In hindsight it’s easy to judge the ’60 Corvette for all the things it wasn’t. Despite early predictions in car magazines, the ’60 model wasn’t all-new, though it was expected to be the embodiment of an internal styling exercise known as the Q-Corvette. (The Q-Corvette’s design would eventually influence the styling of the second-generation Vette, but that was still a couple years off.)
The ’60 Corvette also wasn’t offered with an aluminum cylinder-head option, though that was in the works, too. The lighter heads raised compression and breathed better through bigger valves, and they were expected to increase horsepower in both the hydraulic-cammed and solid-lifter versions of the fuel-injected 283. Manufacturing problems kept these heads out of customers’ hands, though, so the engine choices carried over from the previous year.

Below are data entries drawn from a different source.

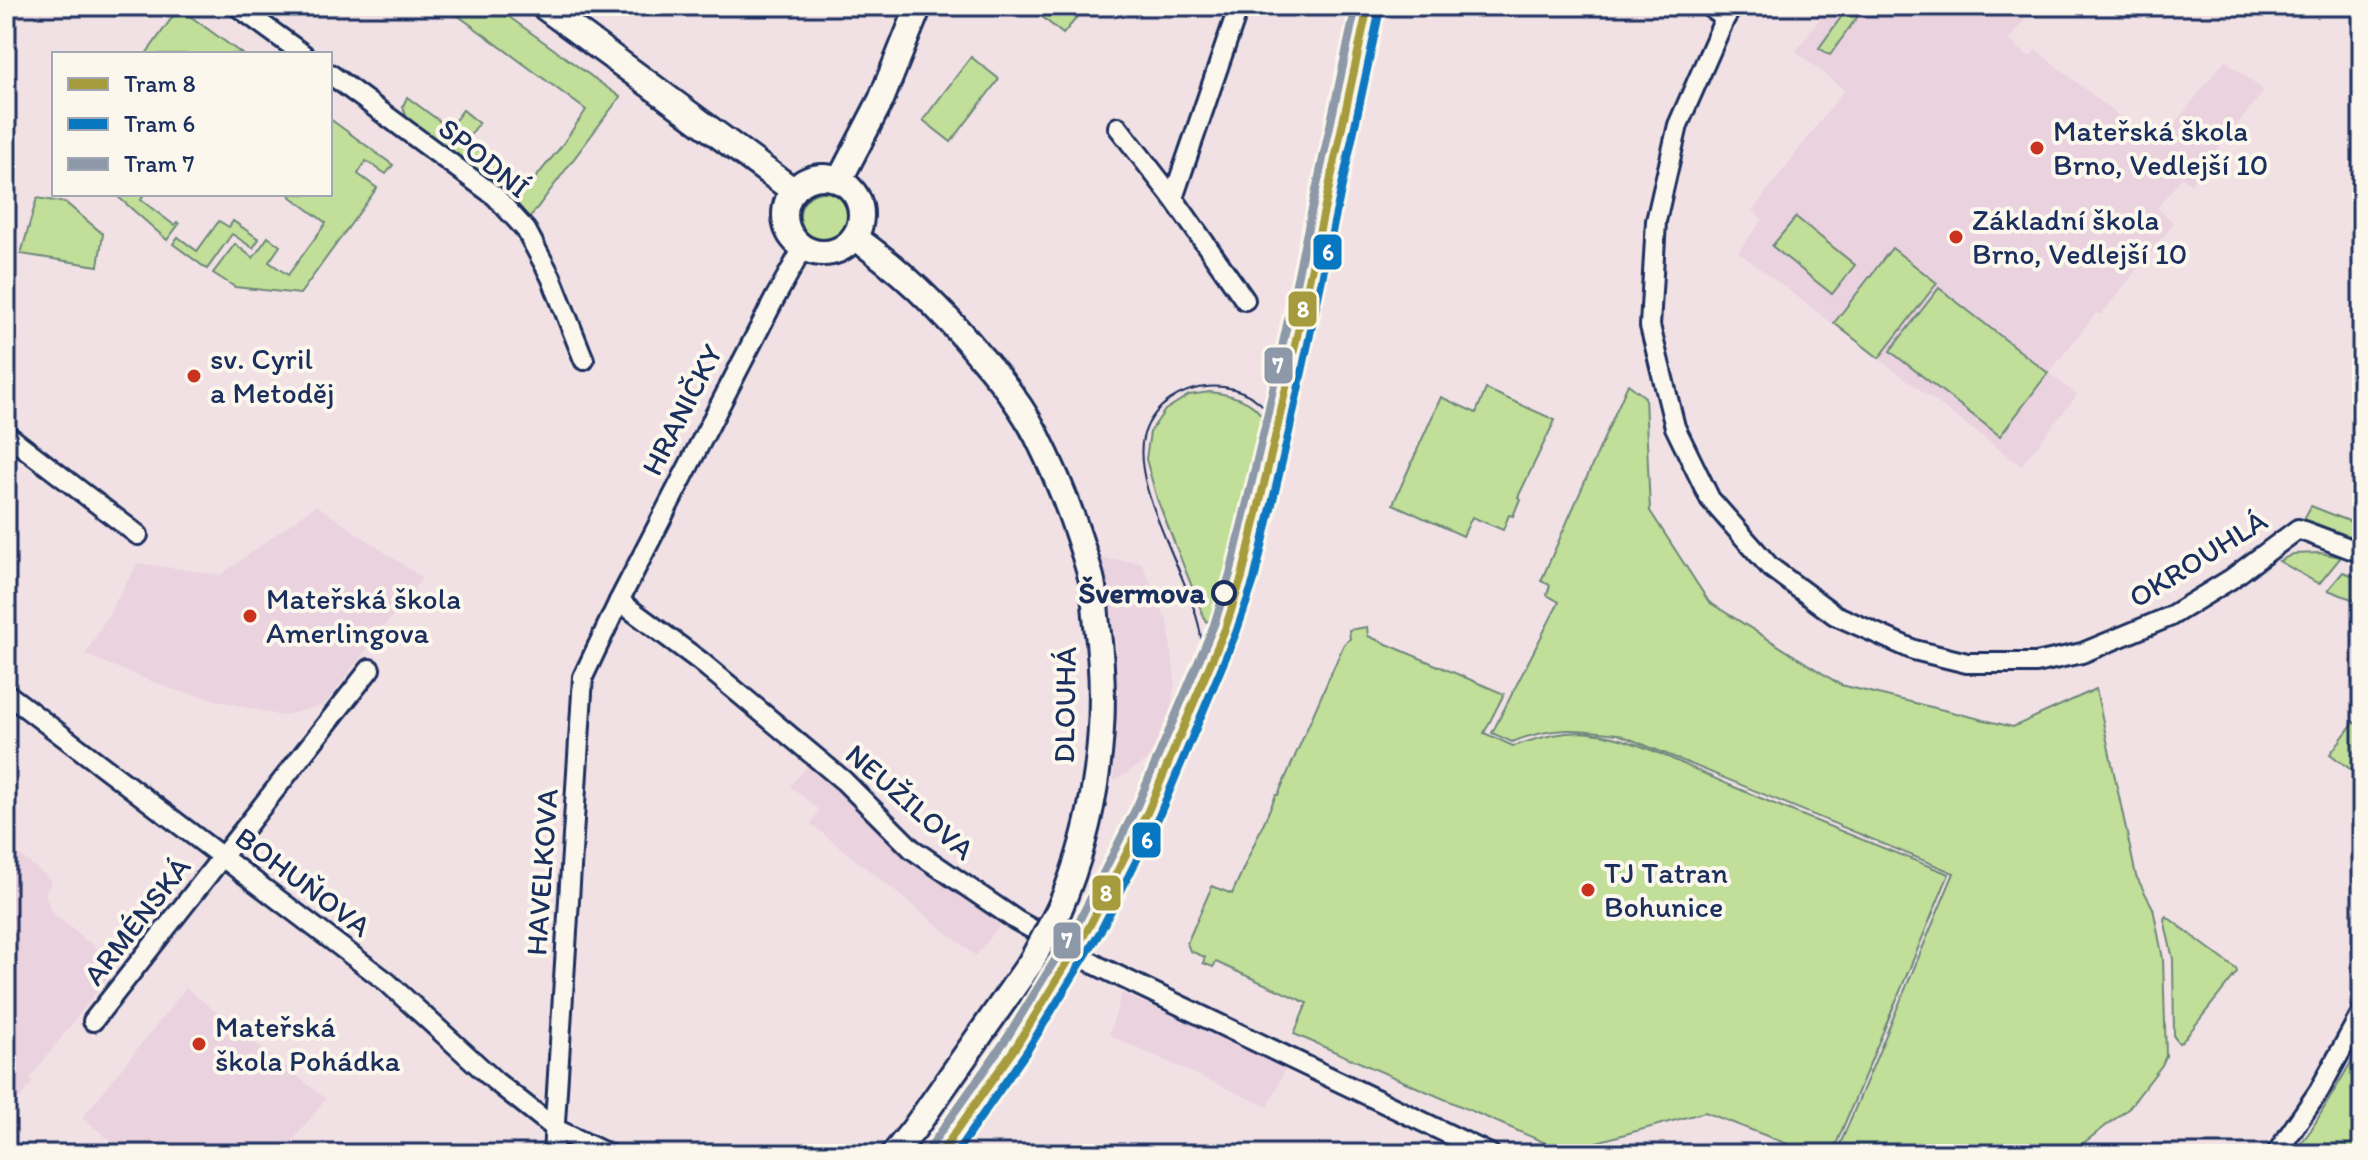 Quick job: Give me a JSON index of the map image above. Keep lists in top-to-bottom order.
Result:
{
  "streets": {
    "street": [
      "SPODNÍ",
      "HRANIČKY",
      "OKROUHLÁ",
      "DLOUHÁ",
      "NEUŽILOVA",
      "HAVELKOVA",
      "BOHUŇOVA",
      "ARMÉNSKÁ"
    ]
  },
  "crossings": [
    ["HRANIČKY", "DLOUHÁ"],
    ["HRANIČKY", "NEUŽILOVA"],
    ["HRANIČKY", "HAVELKOVA"],
    ["NEUŽILOVA", "HAVELKOVA"],
    ["HAVELKOVA", "BOHUŇOVA"],
    ["BOHUŇOVA", "ARMÉNSKÁ"]
  ],
  "places": [
    "Mateřská škola Brno, Vedlejší 10",
    "Základní škola Brno, Vedlejší 10",
    "sv. Cyril a Metoděj",
    "Švermova",
    "Mateřská škola Amerlingova",
    "TJ Tatran Bohunice",
    "Mateřská škola Pohádka"
  ],
  "lines": ["tram line 8", "tram line 7", "tram line 6"],
  "legend": ["Tram 8", "Tram 6", "Tram 7"]
}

In fact, most of the ’60 Corvette was a carryover from ’59. The most obvious difference between the two years was the direction of the pleats in the seat upholstery: the ’59 pleats ran from side to side, while in ’60 they were stitched front to back.
Yet the ’60 Corvette is far from an also-ran. It marks the final appearance of several of the styling cues from the Vette’s ’56 redesign, including the toothy front grille and the rounded rear fenders. Chassis refinements included the addition of a rear sway bar and a thicker front bar; and a new heavy-duty suspension and brake package featured finned brake drums, sintered-metallic brake shoes, and vented backing plates. And while the cylinder heads didn’t benefit from an aluminum diet, the bellhousing on manual transmission cars did, shaving nearly 20 pounds off the Vette.
Production numbers for the ’60 Corvette passed the 10,000-unit mark for the first time, maybe because the model was such a great deal—the car’s base price was actually less than the ’59 Vette’s.
So really, rather than viewing the ’60 Corvette for what it wasn’t, consider it a very successful step in the first-generation Vette’s evolution.